Exercise: Only lines with the string "image" should be returned from the data below.

Recorded information:
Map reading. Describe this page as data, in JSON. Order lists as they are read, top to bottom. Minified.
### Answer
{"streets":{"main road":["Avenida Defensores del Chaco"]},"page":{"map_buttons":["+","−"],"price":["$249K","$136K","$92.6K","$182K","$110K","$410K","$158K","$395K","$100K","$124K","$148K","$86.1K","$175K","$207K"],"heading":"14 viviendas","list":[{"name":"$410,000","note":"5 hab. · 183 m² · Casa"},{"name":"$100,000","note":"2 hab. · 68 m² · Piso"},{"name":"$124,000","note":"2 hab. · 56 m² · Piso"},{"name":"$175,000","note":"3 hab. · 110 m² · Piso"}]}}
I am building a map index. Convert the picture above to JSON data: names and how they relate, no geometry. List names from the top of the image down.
--
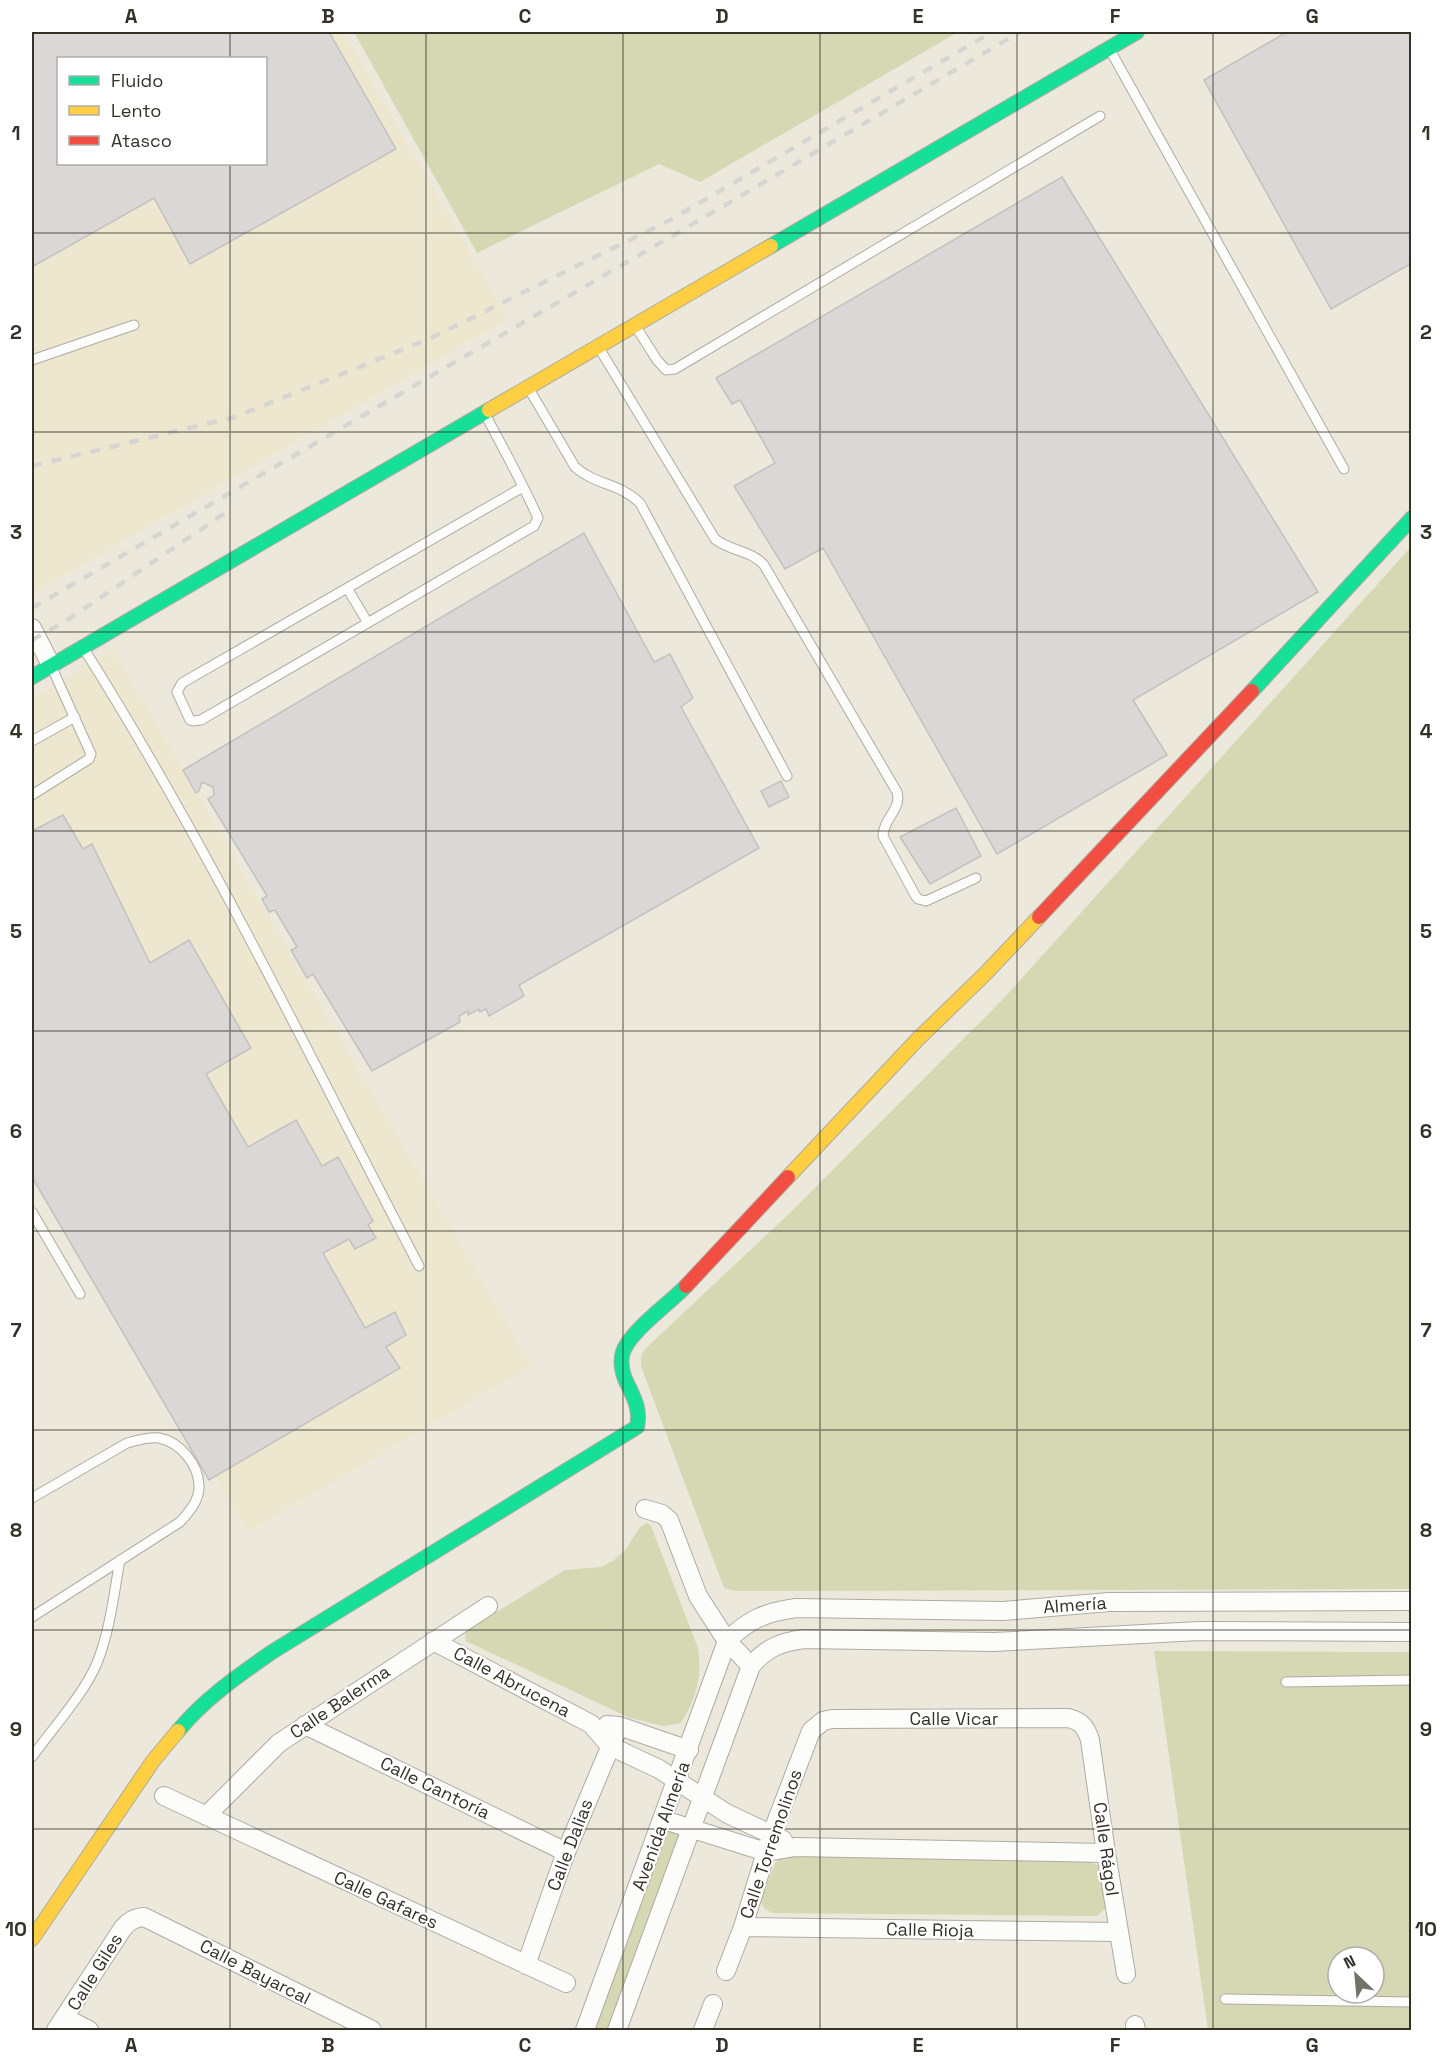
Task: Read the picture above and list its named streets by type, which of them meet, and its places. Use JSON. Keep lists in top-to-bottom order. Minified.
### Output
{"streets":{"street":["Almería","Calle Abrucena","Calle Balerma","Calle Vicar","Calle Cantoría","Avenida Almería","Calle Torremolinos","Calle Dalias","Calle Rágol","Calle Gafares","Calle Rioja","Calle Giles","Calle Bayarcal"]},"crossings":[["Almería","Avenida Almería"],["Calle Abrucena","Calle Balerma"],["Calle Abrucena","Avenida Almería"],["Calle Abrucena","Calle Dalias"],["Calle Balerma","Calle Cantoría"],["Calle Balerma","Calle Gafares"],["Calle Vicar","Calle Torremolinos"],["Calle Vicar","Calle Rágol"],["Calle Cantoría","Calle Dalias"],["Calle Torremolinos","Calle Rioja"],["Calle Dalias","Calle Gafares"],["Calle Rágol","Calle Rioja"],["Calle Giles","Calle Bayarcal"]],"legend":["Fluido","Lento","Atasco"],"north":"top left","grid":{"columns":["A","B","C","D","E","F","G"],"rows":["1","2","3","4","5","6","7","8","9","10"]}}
...
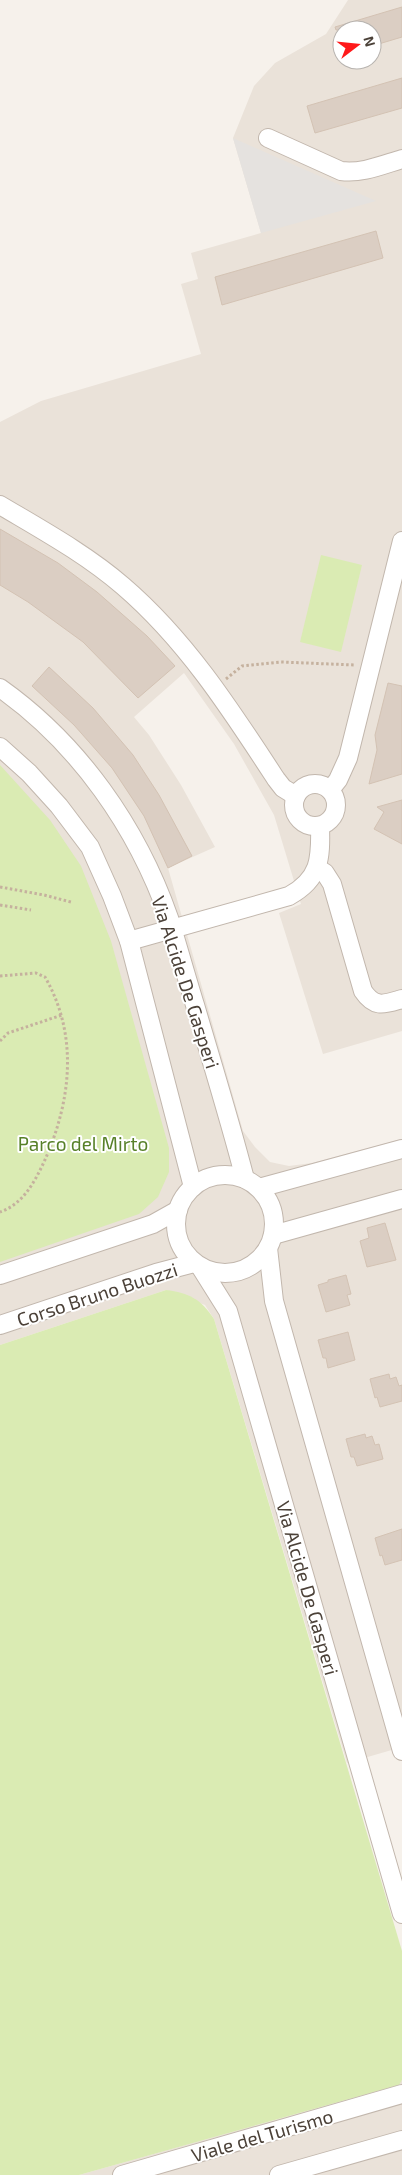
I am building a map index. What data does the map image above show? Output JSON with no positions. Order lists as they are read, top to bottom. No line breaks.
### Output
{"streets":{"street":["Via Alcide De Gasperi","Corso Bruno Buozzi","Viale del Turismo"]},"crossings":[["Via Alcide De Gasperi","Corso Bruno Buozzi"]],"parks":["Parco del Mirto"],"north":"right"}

Response below:
I am building a map index. Convert the picture above to JSON data: names and how they relate, no geometry. List names from the top of the image down.
I am building a map index. What data does the map image above show? Output JSON with no positions. Order lists as they are read, top to bottom. No line breaks.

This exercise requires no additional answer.